- Available data -
=== Section Start ===
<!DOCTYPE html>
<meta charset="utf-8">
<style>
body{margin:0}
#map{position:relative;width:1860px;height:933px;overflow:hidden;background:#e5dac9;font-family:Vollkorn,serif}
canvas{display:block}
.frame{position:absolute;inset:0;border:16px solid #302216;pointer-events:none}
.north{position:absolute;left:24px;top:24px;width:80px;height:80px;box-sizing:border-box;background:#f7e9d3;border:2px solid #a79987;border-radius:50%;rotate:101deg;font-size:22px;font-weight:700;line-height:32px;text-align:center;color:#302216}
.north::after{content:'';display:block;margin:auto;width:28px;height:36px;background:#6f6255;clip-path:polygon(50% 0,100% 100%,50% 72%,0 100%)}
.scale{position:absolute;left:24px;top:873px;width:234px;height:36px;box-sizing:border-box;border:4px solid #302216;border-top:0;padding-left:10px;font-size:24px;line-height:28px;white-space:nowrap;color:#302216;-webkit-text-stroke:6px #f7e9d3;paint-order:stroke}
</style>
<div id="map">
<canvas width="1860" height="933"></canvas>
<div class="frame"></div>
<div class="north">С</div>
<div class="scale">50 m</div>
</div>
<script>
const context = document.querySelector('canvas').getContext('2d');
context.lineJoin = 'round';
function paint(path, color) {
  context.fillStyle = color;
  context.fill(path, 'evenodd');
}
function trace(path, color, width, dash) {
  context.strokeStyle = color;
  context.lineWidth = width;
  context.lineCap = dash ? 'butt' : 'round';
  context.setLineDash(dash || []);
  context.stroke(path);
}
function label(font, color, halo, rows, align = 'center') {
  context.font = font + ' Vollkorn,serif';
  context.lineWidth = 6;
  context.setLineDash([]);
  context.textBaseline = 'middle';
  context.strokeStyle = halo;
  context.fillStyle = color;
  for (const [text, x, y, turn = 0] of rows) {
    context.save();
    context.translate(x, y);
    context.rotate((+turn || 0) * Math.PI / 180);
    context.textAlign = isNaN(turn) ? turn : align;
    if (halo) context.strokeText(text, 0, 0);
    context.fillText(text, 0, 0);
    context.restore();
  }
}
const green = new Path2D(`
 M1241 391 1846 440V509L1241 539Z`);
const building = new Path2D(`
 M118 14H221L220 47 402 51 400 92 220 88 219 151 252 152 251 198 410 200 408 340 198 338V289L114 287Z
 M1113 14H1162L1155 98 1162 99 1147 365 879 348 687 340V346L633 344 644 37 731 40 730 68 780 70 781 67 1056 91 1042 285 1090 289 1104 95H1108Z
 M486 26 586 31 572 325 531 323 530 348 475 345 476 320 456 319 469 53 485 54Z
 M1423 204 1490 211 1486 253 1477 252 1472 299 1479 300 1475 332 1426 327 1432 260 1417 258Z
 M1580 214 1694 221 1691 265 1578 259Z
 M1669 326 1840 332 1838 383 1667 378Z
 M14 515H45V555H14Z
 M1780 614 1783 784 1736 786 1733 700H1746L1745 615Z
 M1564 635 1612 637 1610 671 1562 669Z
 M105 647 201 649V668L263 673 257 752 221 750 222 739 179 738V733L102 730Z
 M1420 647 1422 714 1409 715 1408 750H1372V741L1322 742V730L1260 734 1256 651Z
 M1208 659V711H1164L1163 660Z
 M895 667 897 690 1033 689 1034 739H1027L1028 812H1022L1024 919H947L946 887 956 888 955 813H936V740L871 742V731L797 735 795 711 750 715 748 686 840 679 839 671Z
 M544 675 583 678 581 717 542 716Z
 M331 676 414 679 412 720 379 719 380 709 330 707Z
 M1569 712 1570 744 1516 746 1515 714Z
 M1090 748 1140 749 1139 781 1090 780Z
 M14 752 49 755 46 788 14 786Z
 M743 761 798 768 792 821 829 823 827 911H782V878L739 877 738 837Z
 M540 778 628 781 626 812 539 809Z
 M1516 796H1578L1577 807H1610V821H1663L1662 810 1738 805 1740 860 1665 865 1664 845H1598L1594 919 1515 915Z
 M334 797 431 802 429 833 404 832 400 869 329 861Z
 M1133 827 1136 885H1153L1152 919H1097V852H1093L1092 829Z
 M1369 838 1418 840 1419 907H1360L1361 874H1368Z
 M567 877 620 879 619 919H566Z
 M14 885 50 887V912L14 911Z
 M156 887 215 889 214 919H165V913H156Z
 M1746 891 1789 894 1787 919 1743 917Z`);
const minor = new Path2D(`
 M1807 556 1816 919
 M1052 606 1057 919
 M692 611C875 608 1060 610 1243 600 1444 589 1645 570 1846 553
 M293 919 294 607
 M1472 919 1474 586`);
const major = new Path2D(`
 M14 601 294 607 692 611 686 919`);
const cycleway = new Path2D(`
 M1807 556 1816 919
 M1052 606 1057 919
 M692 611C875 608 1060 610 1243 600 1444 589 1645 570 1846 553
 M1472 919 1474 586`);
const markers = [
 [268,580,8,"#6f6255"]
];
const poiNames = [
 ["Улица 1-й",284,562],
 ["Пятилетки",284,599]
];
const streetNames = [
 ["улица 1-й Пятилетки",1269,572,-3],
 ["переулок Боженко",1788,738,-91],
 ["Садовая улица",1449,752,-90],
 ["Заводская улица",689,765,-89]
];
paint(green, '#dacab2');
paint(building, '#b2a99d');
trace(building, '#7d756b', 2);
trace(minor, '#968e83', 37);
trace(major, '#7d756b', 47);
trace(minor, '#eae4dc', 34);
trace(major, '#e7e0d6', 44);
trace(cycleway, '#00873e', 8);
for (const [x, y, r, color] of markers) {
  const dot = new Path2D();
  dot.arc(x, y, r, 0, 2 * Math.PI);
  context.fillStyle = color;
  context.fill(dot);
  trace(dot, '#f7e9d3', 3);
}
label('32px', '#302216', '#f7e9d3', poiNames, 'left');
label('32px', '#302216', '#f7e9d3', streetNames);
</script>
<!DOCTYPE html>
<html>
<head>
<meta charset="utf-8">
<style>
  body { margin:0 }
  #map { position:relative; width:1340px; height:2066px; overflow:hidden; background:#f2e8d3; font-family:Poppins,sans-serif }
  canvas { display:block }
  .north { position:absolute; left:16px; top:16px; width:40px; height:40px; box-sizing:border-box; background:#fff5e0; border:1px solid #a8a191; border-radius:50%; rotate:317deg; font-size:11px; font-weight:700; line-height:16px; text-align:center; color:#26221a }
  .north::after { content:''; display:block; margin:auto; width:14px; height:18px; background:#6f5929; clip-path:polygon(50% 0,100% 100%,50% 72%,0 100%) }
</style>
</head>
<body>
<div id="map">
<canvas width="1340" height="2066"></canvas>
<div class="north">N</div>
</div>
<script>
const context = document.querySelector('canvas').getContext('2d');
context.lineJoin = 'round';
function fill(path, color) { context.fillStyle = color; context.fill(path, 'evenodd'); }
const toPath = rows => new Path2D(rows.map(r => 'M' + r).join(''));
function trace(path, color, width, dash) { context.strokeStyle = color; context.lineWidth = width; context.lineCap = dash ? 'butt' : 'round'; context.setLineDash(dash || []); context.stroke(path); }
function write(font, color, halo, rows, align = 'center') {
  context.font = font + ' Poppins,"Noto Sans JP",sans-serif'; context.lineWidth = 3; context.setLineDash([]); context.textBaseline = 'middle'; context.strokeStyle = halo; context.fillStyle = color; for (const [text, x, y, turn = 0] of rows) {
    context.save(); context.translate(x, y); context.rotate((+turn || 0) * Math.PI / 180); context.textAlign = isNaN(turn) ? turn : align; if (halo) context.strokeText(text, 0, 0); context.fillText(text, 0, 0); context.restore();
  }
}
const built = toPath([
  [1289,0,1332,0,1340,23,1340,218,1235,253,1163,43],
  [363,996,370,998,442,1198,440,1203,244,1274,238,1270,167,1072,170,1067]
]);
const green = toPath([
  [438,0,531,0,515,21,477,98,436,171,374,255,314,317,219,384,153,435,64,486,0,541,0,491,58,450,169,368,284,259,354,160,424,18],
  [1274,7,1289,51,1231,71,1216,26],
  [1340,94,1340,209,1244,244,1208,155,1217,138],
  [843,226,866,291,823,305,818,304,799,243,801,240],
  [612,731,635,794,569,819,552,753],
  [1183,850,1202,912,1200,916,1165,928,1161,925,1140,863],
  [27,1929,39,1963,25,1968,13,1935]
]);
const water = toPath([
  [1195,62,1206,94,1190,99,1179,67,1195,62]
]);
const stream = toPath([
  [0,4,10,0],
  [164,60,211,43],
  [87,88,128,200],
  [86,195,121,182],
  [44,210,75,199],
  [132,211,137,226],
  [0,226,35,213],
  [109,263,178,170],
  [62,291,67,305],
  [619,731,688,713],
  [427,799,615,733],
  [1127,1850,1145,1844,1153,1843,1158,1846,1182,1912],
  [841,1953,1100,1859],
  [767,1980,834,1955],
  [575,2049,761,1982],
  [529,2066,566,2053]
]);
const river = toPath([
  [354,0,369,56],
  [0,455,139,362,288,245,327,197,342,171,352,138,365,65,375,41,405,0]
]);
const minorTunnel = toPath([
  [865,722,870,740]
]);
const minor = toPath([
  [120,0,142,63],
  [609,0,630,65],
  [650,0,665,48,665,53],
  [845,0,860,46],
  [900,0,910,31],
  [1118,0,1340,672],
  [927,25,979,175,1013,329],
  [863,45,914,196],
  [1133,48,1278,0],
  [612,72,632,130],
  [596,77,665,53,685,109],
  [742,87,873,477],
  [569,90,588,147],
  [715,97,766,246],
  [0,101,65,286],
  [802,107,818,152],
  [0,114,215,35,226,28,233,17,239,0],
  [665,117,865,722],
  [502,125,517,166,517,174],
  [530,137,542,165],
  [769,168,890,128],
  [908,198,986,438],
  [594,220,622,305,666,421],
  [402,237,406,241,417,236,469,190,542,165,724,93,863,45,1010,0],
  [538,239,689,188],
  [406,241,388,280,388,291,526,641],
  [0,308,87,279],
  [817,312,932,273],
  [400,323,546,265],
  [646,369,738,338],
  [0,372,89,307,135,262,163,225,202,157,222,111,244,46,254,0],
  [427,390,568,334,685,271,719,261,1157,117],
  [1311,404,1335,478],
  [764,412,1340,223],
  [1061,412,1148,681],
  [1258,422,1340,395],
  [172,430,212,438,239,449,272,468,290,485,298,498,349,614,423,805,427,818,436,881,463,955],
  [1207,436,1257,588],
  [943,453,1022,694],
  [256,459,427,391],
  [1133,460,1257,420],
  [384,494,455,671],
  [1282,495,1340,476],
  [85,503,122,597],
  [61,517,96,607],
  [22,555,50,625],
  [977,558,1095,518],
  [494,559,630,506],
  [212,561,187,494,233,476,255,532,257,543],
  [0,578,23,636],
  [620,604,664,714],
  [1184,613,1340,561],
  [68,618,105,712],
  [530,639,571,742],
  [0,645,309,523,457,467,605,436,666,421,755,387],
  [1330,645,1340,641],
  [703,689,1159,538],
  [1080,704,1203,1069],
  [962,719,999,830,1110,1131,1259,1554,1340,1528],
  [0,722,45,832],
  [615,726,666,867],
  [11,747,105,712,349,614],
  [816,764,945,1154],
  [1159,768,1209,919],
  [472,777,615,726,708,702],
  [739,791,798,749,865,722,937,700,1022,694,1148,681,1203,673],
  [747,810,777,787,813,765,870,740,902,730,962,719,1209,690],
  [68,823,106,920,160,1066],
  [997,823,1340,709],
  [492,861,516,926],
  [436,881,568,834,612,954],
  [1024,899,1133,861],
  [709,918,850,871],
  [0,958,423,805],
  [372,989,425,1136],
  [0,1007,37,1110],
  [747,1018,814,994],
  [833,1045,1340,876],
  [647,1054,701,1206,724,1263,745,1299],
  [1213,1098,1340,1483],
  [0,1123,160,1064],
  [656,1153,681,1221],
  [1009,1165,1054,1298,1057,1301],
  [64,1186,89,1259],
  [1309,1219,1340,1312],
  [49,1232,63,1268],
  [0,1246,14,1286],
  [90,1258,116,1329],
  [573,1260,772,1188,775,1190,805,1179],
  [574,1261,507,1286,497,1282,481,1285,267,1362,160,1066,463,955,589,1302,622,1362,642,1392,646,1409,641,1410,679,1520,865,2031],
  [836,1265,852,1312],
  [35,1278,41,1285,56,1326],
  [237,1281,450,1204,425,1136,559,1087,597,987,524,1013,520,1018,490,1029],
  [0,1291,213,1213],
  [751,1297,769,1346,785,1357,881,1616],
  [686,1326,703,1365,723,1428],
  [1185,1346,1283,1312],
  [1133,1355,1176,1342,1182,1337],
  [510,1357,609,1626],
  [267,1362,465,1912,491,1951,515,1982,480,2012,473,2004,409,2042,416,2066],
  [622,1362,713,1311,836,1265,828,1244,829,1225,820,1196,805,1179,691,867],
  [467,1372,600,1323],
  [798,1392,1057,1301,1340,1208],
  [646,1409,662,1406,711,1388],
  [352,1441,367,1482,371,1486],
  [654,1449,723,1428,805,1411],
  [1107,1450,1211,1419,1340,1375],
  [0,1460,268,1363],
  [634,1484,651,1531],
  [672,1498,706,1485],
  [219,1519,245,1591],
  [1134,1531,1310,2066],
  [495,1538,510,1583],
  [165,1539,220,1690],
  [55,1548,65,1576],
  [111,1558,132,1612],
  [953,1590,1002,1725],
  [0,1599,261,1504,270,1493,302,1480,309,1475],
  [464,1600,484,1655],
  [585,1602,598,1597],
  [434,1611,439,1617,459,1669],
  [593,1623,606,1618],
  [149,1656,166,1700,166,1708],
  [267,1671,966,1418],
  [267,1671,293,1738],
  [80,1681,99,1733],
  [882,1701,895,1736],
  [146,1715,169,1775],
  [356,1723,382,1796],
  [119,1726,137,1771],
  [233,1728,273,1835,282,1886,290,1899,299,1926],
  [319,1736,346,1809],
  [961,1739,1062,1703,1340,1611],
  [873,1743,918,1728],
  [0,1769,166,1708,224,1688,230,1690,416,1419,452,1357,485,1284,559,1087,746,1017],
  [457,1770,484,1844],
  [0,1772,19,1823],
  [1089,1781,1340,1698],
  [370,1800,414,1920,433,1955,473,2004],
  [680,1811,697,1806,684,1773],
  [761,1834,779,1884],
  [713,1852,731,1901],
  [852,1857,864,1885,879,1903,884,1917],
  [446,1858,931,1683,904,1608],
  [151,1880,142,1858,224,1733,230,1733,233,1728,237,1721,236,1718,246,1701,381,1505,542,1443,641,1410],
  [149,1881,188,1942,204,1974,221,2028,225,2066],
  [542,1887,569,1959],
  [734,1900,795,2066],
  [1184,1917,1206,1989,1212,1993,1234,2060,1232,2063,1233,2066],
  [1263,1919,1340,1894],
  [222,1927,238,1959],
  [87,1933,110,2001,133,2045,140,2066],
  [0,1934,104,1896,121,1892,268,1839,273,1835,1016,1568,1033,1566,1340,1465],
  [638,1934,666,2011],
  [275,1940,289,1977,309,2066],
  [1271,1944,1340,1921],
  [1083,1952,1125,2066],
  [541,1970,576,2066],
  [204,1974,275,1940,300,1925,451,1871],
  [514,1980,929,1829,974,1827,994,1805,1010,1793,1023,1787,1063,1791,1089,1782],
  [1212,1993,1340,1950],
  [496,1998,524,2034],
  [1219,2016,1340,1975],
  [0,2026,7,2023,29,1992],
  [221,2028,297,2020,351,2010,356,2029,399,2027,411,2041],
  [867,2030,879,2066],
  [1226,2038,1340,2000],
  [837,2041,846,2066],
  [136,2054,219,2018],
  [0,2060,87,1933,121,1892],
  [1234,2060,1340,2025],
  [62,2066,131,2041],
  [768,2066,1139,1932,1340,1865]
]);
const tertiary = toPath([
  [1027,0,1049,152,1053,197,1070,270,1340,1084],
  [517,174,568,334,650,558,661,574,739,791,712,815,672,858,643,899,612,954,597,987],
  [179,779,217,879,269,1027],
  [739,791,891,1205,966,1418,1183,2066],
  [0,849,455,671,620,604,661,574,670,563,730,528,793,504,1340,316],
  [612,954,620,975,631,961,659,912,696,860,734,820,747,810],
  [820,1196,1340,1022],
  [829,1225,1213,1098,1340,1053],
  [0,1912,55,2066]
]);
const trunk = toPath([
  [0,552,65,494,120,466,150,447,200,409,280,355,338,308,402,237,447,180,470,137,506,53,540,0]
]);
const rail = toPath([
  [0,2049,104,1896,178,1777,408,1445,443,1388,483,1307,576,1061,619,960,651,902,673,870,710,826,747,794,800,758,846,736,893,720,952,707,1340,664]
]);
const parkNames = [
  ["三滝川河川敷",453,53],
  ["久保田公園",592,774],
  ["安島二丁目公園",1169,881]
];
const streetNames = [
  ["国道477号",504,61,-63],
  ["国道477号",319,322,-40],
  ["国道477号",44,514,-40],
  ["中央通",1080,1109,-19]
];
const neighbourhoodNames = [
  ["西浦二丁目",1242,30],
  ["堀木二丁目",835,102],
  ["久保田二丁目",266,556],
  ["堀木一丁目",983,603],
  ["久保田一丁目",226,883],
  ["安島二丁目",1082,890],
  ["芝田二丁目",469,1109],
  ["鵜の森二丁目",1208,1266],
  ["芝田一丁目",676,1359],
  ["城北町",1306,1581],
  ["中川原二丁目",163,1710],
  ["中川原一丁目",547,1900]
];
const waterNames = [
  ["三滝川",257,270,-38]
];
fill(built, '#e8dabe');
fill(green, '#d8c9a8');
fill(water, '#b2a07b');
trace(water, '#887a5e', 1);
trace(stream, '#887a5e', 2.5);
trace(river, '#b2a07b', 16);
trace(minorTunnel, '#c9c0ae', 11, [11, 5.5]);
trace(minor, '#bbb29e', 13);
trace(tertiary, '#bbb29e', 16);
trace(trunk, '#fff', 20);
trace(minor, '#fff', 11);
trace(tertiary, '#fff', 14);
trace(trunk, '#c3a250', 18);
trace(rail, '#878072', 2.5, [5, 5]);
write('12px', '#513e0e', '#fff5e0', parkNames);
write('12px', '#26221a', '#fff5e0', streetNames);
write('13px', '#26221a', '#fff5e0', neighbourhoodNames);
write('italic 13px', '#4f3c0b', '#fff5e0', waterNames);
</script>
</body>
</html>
=== Section End ===
- Exercise prompt -
Report each line of the data in which "translate" occurs.

- Exercise answer -
    context.translate(x, y);
    context.save(); context.translate(x, y); context.rotate((+turn || 0) * Math.PI / 180); context.textAlign = isNaN(turn) ? turn : align; if (halo) context.strokeText(text, 0, 0); context.fillText(text, 0, 0); context.restore();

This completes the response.